■ Task directions ■
Scan the entries for "lists". Every line that holds it is to be copied.

■ Records shown ■
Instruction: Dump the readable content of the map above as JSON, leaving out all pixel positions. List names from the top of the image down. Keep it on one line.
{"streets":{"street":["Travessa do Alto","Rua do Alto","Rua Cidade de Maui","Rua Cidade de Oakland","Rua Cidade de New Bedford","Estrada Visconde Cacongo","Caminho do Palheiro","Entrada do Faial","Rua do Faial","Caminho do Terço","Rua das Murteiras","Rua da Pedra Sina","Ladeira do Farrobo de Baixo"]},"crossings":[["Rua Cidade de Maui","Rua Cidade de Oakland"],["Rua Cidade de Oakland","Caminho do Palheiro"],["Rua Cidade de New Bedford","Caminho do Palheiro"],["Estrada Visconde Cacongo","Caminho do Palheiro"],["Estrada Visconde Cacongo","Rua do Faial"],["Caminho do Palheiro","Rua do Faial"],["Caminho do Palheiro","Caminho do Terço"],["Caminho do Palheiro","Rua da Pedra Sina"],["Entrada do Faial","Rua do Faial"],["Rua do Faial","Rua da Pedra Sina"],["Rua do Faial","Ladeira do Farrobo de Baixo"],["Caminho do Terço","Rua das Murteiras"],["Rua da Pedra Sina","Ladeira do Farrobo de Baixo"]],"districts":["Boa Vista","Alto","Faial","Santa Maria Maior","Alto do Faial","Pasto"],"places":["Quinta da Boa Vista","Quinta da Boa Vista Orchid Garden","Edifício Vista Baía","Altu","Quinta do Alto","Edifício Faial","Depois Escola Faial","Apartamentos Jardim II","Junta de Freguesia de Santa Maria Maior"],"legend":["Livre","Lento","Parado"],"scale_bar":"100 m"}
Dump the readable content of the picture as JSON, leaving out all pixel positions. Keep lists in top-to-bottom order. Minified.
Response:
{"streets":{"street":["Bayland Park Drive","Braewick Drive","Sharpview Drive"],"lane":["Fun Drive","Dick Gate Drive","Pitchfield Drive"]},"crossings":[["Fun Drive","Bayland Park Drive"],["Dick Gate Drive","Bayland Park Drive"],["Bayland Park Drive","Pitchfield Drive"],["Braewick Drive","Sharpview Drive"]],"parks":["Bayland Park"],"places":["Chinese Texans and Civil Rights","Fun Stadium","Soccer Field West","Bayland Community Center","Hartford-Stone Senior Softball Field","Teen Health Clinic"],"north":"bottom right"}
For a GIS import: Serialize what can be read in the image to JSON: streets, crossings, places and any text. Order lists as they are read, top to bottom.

■ Solved problem ■
Dump the readable content of the picture as JSON, leaving out all pixel positions. Keep lists in top-to-bottom order. Minified.
For a GIS import: Serialize what can be read in the image to JSON: streets, crossings, places and any text. Order lists as they are read, top to bottom.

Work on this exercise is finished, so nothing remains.